Taking Off the Training Wheels

Dec 22, 2015 11:25AM ● By David Williams

The old adage about never forgetting after learning how to ride a bike is pure hokum, and this grandpa is living proof.

On a camping trip this fall with grandsons Barrett (4) and Easton (5), I climbed aboard my daughter-in-law’s girlie bike—the robin’s egg blue cruiser outfitted with a cute basket that is perfect for holding…I dunno…kewpie dolls or friendship bracelets or other sugar-and-spice paraphernalia.
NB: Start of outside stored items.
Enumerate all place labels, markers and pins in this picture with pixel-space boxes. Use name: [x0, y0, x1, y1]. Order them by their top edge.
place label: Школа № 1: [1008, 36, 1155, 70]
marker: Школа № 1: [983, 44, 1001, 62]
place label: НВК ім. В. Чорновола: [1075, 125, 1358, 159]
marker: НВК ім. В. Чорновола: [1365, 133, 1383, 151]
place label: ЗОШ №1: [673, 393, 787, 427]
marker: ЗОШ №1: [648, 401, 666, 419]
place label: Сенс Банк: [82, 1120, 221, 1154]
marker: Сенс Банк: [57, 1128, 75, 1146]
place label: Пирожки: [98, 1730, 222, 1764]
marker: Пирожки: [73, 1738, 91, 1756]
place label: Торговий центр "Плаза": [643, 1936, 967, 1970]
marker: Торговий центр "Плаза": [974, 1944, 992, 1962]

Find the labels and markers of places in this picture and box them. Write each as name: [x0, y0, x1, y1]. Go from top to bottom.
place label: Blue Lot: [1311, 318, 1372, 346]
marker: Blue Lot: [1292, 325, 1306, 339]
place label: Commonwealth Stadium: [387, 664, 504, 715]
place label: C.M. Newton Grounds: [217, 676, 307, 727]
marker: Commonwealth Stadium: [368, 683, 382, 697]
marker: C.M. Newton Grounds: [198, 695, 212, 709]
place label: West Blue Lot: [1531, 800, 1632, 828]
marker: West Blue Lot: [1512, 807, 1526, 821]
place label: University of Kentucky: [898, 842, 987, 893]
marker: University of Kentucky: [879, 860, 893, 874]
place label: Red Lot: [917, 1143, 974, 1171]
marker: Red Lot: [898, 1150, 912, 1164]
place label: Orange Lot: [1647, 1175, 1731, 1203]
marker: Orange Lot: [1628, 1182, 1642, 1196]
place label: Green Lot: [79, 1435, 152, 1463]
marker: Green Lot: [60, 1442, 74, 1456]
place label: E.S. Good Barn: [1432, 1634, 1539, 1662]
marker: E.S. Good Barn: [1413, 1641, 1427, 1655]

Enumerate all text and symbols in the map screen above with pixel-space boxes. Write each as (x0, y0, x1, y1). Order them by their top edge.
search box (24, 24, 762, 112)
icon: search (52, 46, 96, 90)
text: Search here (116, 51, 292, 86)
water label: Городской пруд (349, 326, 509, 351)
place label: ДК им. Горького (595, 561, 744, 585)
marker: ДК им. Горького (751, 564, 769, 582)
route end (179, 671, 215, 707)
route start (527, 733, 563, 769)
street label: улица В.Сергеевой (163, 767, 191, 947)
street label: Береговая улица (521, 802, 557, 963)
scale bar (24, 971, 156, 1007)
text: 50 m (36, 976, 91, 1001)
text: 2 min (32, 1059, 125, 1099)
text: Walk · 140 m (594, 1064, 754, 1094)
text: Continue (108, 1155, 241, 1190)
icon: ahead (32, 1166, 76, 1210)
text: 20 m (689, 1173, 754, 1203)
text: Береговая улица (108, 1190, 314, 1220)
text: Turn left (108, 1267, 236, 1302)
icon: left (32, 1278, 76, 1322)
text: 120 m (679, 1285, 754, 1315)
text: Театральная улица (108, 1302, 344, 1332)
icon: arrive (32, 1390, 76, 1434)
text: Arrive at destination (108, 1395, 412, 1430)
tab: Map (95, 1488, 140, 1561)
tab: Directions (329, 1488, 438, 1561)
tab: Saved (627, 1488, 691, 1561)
About three feet into my wobbly peddling it struck me that I could not remember the last time I had been on a bicycle. After giving it some thought, I pegged the year to be 1981. I won’t bore you with the comical, look-out-for-that-tree details of our ride over hill and over dale (poor Dale) through the campground that day.

The experience reminded me that Barrett and Easton are born-to-ride daredevils when it comes to two-wheeled action. Not 10 days after the training wheels came off Barrett’s bike he was already flying along the Wabash Trace Trail over in Iowa on one of the popular Taco Rides, and his family has since taken 10-mile jaunts along other, sometimes more challenging trails while crisscrossing the metro.

The thought of which is all absolutely horrifying to me.

And doubly so for my wife, Julie. When we let our imaginations get the best of us, life as grandparents can be a pins-and-needles game of waiting for that inevitable phone call from my son or daughter-in-law where we are informed, “Well, just thought we’d tell you that we’re on our way to the emergency room.”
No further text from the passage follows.